*** Block opens ***
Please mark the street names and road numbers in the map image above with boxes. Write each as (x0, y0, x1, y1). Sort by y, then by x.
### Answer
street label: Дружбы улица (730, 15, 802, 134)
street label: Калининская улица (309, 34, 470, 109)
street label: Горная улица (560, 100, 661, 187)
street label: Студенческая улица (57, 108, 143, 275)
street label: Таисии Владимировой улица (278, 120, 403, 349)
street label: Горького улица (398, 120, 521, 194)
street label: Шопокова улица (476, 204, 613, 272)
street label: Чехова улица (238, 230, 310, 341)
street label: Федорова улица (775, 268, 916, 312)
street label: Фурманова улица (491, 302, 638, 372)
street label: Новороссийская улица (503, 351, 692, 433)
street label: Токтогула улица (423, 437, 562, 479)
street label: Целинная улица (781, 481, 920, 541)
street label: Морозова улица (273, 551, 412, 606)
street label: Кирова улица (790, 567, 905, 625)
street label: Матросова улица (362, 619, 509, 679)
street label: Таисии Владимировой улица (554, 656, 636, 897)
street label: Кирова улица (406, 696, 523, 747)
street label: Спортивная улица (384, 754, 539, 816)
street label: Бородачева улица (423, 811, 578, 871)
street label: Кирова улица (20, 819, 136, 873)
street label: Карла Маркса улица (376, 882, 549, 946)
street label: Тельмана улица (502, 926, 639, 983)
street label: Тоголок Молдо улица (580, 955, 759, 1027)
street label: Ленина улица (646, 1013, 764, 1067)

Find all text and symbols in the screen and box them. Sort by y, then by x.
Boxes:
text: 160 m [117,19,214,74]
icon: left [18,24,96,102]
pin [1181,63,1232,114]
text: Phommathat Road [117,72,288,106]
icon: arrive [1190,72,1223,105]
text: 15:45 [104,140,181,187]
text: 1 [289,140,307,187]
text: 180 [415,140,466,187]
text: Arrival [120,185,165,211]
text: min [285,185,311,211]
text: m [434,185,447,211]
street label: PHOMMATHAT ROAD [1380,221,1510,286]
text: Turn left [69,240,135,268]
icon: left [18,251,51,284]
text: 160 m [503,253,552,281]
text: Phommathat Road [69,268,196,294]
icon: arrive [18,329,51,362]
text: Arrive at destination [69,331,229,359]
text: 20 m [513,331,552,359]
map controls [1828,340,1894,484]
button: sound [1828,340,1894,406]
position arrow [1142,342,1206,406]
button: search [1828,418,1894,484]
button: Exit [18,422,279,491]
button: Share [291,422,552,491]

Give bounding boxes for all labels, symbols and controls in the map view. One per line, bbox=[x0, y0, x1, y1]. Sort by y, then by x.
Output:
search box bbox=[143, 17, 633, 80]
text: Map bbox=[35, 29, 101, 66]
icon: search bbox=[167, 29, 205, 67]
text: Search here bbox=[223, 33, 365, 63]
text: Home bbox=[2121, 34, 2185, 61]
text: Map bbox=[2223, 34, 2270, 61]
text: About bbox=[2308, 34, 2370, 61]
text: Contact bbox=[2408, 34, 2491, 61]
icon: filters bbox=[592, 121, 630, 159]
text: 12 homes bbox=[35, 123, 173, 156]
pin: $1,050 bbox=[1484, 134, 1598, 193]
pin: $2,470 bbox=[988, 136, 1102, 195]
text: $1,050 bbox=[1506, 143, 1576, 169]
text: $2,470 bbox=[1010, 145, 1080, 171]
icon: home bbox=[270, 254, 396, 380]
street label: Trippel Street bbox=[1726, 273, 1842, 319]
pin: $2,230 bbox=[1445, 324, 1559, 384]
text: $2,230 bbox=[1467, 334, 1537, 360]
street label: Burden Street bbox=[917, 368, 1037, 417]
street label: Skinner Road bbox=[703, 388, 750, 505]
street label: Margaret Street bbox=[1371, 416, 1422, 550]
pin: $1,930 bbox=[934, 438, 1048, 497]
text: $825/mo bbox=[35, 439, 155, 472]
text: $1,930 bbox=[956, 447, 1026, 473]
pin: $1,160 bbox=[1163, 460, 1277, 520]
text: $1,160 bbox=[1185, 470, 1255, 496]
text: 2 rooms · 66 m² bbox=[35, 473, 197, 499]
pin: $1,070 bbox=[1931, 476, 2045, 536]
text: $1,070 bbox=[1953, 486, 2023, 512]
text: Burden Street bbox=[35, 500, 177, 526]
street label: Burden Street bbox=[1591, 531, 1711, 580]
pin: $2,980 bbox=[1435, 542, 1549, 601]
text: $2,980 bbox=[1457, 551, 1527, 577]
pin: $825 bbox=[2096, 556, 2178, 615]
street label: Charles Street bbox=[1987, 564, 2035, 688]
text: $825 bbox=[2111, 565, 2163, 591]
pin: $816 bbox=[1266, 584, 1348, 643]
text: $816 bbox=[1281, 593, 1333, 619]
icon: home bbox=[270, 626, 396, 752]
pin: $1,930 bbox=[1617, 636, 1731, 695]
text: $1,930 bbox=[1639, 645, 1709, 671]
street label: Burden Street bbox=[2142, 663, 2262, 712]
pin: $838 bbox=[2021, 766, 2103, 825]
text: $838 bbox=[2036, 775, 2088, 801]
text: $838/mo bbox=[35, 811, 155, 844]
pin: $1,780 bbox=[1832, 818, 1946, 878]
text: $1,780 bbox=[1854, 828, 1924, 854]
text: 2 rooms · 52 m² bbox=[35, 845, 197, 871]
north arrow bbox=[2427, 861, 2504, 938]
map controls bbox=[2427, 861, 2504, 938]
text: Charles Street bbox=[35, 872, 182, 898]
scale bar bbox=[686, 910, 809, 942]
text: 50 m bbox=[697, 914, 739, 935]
*** Block closes ***
### Your task
From the material above, please return each line containing "left".

### Written solution
icon: left [18,24,96,102]
text: Turn left [69,240,135,268]
icon: left [18,251,51,284]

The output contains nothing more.